# well i found this forum in the end.hello every one.



## macro junkie (Oct 29, 2007)

hey there..i just found your forum after searching on google for mantis forums...thank god i found this place..i have 3 preymantis and im about to order the orchid mantis in a sec...im a macro photographer so i have lots of to show u guys..im so glad i have found a prey mantis forum..i was loosing hope thinking noone has one...im after help on the orchid mantis and how i can look after it..iv been reading there a bit harder than some..oh and i wanted to know about the colour of it..i was reading that over time it moults and it will change colour to its surroundings..?is this true..if so do i need pink plastic flowers?


----------



## macro junkie (Oct 29, 2007)

oh i posted my pics a bit to large and your web site resized them for me..i think its lost a bit of detail..next time i upload which wil be in a bit il use your gallery..


----------



## Malnra (Oct 29, 2007)

Hello and welcome to the forum. I am a noob here also.

What lens are you using to take those shots ? They look nice and I was curious.


----------



## Guest (Oct 29, 2007)

Geoff_K said:


> Hello and welcome to the forum. I am a noob here also.What lens are you using to take those shots ? They look nice and I was curious.

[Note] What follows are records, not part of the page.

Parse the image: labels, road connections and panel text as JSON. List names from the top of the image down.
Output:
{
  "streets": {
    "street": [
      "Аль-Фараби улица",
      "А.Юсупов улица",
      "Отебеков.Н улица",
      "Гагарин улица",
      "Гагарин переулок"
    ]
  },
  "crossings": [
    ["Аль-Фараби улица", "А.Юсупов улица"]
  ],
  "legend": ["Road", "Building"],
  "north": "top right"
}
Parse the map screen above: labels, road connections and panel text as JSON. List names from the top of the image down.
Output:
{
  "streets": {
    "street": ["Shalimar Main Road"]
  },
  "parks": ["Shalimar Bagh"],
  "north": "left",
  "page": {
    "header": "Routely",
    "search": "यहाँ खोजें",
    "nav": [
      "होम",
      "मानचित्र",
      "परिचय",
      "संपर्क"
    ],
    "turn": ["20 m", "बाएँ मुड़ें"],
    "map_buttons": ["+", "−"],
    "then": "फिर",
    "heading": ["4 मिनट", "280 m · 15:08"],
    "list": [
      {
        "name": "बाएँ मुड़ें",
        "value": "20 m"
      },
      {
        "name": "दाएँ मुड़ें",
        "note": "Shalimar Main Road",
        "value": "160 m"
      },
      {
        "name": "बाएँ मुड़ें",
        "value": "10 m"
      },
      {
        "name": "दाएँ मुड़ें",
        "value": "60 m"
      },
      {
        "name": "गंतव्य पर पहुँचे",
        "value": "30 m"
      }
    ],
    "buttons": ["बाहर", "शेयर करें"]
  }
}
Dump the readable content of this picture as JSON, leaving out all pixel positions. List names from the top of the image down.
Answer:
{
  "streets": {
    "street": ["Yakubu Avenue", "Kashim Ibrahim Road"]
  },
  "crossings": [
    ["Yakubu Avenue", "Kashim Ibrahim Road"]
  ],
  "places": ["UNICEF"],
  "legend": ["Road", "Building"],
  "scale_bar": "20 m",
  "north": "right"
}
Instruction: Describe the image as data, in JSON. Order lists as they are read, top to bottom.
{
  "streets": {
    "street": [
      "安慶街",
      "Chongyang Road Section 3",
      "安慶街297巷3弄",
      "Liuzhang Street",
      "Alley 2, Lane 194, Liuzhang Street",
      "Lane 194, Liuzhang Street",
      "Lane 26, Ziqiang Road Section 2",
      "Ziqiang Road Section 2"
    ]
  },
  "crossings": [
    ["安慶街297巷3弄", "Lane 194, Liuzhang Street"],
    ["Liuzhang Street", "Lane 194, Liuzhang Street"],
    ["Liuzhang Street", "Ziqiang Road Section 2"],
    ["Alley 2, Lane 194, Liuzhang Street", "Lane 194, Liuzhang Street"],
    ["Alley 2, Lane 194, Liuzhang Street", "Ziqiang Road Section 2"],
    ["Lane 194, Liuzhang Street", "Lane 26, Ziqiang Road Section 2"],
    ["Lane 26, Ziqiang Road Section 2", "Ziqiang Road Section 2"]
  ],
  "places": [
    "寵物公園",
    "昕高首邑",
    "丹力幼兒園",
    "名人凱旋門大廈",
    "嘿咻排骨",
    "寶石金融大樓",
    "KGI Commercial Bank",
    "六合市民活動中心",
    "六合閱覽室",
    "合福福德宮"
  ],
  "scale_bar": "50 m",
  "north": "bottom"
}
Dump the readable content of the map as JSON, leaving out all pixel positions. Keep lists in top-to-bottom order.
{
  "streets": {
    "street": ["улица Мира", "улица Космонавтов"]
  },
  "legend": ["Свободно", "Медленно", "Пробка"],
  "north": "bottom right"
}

i dont blame u..u aint seen nothing yet..cheack my gallery out! http://www.flickr.com/photos/hooked_on_macro/

to get these shots i use canon 400D- lens is canons MPE-65 1-5x its amazing..about 400-500£ its deadicated macro lens so u know a 100mm macro lens at full zoom ie 1:1? well this lens at a min focus does 1:1..max it does 5:1..pretty cool..oh your need a real good flash to..any 2 macro flashes fomr canon will do..i use the best one MT-24EX..u need any help just let me know.


----------



## hibiscusmile (Oct 29, 2007)

Welcome, from OHIO


----------



## acerbity (Oct 29, 2007)

Just checked out all your photos, very nice work! ^_^


----------



## Rick (Oct 29, 2007)

Welcome. Nice pics!


----------



## macro junkie (Oct 29, 2007)

thanks for the warm welcome..i love the info here..great site.


----------



## Ian (Oct 30, 2007)

Hey Scott, Ian here =)

Welcome to the forum.


----------